Outliers are observations that are unusual; data points that don’t seem to fit the pattern. Sometimes outliers are data entry errors; other times outliers suggest important new science. When you have a lot of data, outliers are sometimes difficult to see in a histogram.

In [None]:
# Outliers are hard to see with a histogram - usually you can tell with the limits on the x-axis. The y variable is the width in mm for the diamond.
sns.displot(diamonds['y'], binwidth = 0.5)

In [None]:
# A better way is to look at the percentiles for the distribution
diamonds['y'].describe()

In [None]:
## Alternatively, we can ask for custom percentiles
np.percentile(diamonds['y'], [0, 5, 25, 50, 75, 90, 95, 99])

In [None]:
# We see that there are unusual values like 0 and 58. We can look at this data more closely
filt_diamonds = diamonds[(diamonds.y < 3) | (diamonds.y > 20)].reset_index(drop = True)
filt_diamonds[['price', 'x', 'y', 'z']].sort_values(by = ['y'], ascending=True)

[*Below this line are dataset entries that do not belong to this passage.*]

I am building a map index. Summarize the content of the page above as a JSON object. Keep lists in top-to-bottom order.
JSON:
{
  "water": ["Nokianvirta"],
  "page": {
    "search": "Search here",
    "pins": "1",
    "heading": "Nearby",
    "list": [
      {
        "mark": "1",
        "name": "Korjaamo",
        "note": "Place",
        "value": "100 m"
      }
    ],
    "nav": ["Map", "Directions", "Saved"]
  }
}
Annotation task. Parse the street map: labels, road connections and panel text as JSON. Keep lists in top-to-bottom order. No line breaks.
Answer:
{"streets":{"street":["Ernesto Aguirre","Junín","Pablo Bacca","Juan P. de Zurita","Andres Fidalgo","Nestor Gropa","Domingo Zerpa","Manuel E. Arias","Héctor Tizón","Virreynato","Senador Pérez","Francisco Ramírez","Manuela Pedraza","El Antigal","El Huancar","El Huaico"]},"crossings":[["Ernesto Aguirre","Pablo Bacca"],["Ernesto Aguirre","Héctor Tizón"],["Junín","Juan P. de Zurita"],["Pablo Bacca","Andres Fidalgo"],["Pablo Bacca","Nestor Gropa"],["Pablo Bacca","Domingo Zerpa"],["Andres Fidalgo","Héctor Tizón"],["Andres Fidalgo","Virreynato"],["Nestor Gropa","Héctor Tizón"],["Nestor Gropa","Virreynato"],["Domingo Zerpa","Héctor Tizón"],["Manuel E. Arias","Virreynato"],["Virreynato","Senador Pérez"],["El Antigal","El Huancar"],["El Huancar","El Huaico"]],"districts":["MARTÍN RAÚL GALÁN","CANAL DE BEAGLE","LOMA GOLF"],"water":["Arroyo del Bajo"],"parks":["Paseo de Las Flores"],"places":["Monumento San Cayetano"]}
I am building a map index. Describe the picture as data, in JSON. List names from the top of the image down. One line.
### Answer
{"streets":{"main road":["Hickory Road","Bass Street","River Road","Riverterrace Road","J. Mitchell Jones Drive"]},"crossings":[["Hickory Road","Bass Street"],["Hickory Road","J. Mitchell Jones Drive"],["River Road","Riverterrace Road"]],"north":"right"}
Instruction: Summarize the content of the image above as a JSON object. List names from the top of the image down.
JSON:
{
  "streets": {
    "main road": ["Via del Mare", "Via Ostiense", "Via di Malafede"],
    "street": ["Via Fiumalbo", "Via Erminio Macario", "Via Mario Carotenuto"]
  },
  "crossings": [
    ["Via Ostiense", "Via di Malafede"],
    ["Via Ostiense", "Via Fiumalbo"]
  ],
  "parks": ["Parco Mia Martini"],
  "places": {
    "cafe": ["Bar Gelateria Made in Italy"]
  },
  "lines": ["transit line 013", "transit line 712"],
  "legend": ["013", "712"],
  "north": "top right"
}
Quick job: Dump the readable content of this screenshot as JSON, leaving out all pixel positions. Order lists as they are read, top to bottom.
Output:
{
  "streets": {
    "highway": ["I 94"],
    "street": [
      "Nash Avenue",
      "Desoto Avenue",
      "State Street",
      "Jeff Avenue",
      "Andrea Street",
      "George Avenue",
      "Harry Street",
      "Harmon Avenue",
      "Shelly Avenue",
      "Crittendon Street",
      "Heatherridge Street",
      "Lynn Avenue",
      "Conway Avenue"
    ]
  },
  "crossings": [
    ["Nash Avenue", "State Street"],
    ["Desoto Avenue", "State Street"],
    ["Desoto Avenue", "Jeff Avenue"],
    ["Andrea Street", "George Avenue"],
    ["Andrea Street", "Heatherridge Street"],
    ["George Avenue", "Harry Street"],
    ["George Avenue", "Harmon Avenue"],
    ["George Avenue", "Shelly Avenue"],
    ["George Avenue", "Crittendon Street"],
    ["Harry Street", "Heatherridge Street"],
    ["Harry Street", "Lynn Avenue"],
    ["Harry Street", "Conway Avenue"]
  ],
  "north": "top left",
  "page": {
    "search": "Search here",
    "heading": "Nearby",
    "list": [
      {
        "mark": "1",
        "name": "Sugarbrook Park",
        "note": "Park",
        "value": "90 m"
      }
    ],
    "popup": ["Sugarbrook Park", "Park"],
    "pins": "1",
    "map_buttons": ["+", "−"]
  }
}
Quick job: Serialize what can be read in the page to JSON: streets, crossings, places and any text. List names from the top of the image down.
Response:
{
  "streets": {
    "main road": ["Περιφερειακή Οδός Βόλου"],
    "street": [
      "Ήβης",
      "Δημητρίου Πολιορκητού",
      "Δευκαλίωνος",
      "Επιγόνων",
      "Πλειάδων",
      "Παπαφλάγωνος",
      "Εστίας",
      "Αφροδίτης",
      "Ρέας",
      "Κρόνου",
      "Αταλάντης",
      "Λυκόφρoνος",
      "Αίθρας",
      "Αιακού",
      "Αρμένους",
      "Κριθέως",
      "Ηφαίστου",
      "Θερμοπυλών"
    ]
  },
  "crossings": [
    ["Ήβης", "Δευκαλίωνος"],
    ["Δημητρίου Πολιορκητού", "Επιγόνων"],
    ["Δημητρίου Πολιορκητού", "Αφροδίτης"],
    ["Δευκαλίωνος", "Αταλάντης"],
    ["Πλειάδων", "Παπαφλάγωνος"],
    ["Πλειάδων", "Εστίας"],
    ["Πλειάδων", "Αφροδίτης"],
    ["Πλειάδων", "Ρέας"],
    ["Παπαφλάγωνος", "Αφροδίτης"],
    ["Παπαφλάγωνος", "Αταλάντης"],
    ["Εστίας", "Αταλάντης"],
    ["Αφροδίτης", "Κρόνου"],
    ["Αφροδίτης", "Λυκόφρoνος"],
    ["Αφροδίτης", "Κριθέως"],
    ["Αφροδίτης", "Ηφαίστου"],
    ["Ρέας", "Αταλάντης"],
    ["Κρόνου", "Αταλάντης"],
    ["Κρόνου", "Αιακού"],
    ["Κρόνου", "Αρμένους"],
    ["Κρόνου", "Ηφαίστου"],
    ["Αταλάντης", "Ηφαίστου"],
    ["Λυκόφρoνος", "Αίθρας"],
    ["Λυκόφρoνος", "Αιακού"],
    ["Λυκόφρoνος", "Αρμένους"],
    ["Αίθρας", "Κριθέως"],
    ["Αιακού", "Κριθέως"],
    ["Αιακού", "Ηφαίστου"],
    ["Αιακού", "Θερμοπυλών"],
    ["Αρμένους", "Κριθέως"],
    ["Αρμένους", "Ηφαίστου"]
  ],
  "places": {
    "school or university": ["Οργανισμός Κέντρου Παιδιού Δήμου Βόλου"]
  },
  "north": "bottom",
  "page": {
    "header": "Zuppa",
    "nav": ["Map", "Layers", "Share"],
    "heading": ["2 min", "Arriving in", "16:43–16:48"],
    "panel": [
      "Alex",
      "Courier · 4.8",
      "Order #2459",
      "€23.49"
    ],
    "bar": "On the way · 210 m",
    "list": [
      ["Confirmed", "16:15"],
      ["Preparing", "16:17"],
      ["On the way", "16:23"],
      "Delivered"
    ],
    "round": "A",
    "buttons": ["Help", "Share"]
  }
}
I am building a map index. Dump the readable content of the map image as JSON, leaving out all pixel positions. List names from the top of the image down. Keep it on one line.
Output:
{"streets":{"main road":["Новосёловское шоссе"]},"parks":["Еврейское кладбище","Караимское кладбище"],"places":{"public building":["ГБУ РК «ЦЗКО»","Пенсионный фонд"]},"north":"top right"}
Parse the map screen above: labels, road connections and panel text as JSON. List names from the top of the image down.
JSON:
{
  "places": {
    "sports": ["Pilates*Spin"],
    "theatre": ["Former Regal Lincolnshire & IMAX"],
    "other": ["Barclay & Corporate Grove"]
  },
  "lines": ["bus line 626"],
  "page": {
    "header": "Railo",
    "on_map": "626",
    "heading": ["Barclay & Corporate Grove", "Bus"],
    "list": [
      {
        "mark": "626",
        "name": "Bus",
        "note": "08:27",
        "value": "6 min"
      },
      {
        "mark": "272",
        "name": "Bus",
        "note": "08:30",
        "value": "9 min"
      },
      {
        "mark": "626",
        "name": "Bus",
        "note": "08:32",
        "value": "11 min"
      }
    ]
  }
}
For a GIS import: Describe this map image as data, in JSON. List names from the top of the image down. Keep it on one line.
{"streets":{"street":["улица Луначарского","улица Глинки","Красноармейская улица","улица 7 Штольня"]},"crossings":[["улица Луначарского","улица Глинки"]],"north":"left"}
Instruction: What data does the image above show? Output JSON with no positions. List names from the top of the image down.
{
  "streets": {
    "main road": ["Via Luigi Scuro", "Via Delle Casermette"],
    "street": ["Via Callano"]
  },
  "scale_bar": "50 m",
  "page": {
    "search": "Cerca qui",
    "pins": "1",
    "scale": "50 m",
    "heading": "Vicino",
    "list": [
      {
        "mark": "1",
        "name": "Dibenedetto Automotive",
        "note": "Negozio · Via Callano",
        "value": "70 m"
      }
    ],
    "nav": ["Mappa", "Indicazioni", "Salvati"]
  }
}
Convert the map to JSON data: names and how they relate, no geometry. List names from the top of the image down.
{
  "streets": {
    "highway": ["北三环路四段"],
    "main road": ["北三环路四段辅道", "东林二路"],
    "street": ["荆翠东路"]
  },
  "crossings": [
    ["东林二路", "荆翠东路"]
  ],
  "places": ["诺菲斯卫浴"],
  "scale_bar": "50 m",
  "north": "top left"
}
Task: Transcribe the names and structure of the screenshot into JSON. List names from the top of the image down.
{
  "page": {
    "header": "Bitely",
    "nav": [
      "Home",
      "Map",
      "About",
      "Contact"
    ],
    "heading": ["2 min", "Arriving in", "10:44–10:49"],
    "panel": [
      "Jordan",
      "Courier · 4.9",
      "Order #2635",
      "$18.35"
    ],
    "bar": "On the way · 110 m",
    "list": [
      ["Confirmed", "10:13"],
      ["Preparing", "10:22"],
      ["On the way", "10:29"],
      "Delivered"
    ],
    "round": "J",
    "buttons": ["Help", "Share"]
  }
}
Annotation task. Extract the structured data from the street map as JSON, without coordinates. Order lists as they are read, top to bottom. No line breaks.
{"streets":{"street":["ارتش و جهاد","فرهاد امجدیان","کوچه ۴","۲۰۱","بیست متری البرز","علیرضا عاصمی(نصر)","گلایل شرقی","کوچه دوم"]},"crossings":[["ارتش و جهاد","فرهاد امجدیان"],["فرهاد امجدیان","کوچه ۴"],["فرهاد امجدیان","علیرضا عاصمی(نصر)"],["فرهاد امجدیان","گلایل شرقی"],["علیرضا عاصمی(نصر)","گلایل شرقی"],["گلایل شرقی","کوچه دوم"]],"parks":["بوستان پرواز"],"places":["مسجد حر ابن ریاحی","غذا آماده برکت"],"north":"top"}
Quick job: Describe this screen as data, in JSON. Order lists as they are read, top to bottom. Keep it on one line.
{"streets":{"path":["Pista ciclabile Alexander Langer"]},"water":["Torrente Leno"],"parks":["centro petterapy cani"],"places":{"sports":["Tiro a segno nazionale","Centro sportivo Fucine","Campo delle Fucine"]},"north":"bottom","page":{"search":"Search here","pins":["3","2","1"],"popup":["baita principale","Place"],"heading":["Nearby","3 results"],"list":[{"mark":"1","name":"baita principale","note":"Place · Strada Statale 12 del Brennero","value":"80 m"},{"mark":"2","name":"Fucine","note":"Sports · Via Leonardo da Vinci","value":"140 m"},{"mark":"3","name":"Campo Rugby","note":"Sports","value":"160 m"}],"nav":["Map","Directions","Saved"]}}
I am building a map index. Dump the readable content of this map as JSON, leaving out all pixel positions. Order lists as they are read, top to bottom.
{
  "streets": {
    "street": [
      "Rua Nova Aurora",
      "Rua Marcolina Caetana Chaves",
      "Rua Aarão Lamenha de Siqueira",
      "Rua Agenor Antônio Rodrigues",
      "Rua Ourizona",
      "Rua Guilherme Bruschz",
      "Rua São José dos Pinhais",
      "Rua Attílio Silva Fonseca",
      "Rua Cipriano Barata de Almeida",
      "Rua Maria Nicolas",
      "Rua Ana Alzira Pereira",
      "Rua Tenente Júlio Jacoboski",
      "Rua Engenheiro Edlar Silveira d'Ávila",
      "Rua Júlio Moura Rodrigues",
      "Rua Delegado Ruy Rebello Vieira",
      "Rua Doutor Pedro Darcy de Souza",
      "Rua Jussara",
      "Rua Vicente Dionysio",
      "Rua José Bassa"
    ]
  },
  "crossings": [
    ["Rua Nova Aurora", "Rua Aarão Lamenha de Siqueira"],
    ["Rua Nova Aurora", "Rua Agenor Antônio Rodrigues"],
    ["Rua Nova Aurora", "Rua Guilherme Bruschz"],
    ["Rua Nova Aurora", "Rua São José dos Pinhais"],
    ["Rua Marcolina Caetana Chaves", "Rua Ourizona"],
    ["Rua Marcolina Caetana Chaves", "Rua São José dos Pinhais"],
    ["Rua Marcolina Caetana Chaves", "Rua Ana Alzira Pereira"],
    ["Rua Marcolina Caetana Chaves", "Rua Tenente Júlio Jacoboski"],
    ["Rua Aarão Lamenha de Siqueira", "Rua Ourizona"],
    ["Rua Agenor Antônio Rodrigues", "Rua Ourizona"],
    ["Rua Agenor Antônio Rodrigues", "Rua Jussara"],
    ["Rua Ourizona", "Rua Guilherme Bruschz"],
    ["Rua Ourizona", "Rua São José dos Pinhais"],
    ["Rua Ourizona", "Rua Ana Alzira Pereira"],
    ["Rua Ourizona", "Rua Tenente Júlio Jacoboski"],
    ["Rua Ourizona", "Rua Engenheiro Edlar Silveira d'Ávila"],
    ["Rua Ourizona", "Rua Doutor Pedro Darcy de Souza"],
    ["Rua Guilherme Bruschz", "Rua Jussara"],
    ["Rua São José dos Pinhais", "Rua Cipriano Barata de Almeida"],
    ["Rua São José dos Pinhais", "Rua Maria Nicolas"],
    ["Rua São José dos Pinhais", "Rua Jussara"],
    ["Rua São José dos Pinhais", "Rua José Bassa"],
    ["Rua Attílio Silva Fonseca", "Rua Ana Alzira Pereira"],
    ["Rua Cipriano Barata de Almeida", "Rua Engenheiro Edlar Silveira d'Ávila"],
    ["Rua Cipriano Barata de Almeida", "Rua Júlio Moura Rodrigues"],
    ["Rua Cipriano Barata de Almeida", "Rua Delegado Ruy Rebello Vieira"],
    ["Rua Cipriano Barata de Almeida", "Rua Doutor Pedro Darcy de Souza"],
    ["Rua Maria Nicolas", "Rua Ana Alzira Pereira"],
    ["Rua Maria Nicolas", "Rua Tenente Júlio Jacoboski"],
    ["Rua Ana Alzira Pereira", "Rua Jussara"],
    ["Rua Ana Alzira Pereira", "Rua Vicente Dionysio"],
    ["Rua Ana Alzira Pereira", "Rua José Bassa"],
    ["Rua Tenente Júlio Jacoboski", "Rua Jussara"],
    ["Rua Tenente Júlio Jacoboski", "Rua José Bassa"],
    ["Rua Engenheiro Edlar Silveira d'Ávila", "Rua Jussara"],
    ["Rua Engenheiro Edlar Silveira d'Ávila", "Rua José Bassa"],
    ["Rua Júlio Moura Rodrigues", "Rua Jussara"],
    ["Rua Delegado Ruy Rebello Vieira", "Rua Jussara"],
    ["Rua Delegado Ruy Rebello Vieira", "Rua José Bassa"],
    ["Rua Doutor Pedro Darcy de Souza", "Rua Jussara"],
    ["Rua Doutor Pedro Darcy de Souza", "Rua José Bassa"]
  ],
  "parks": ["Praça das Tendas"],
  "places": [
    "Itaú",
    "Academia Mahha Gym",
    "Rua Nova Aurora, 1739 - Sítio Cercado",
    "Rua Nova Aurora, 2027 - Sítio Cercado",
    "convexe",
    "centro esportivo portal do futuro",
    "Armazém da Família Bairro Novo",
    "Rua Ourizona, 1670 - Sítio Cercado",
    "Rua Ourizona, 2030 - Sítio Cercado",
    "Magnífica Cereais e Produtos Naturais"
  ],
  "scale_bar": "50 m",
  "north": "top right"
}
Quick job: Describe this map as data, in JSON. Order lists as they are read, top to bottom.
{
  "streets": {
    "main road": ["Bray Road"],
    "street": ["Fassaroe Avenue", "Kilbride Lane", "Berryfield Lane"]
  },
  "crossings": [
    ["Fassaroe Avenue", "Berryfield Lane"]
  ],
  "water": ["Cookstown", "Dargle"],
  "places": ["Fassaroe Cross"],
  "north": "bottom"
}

Since the y variable measures one of the 3 spatial dimensions of the diamonds, in mm, and we know diamonds can't have a width of 0mm. So these values must be incorrect. The measurements of 32mm and 59mm must also be implausible because they're massive diamonds but don't cost hundreds of thousands of dollars.

More advice from Hadley Wickham:
```
It’s good practice to repeat your analysis with and without the outliers. If they have minimal effect on the results, and you can’t figure out why they’re there, it’s reasonable to replace them with missing values, and move on. However, if they have a substantial effect on your results, you shouldn’t drop them without justification. You’ll need to figure out what caused them (e.g. a data entry error) and disclose that you removed them in your write-up.
```

# Missing Values
There are 2 options to dealing with unusual/ missing values in your dataset.
1. Remove those values and continue 
2. Replace unusual values with missing values

In [None]:
diamonds['new_y'] = np.select([diamonds.y < 3, diamonds.y > 20], [np.NaN, np.NaN], default =  diamonds.y)

In [None]:
# Plot with unusual values
sns.scatterplot(x = 'x', y = 'y', data = diamonds)

In [None]:
# Set unusual values as missing and then plot 
sns.scatterplot(x = 'x', y = 'new_y', data = diamonds)

Other times you want to understand what makes observations with missing values **different** to observations with recorded values. 

We're now going to look at the New York City flights data from 2013, it includes on-time data for all flights that departed NYC (i.e. JFK, LGA or EWR) in 2013.

For example, in the flights data, missing values in the `dep_time` (in the format HMM) variable indicate that the flight was cancelled. So you might want to compare the scheduled departure times for cancelled and non-cancelled times. You can do this by making a new variable by checking if it's `NaN`.

In [None]:
# Read Data
flights = pd.read_csv("../data/nyc_flights.csv")

flights.head()

In [None]:
# Add a column to indicate when a flight is cancelled
flights['cancelled'] = np.where(flights.dep_time.isna(), True, False)
flights['sched_hour'] = flights.sched_dep_time // 100
flights['sched_min'] = flights.sched_dep_time % 100
flights['sched_dep_time'] = (flights.sched_hour + flights.sched_min)/ 60

flights.head()

In [None]:
flights_grped = flights.groupby(by = ["sched_dep_time", "cancelled"], as_index = False).size()
flights_grped.columns = ['sched_dep_time', 'cancelled', 'count']
flights_grped

In [None]:
# It's hard to compare these lines because there are so many non-cancelled flights vs cancelled
sns.lineplot(x = "sched_dep_time", y = "count", hue = "cancelled", data = flights_grped)

# Covariation

If variation describes the behavior within a variable, covariation describes the behavior between variables. Covariation is the tendency for the values of two or more variables to vary together in a related way. 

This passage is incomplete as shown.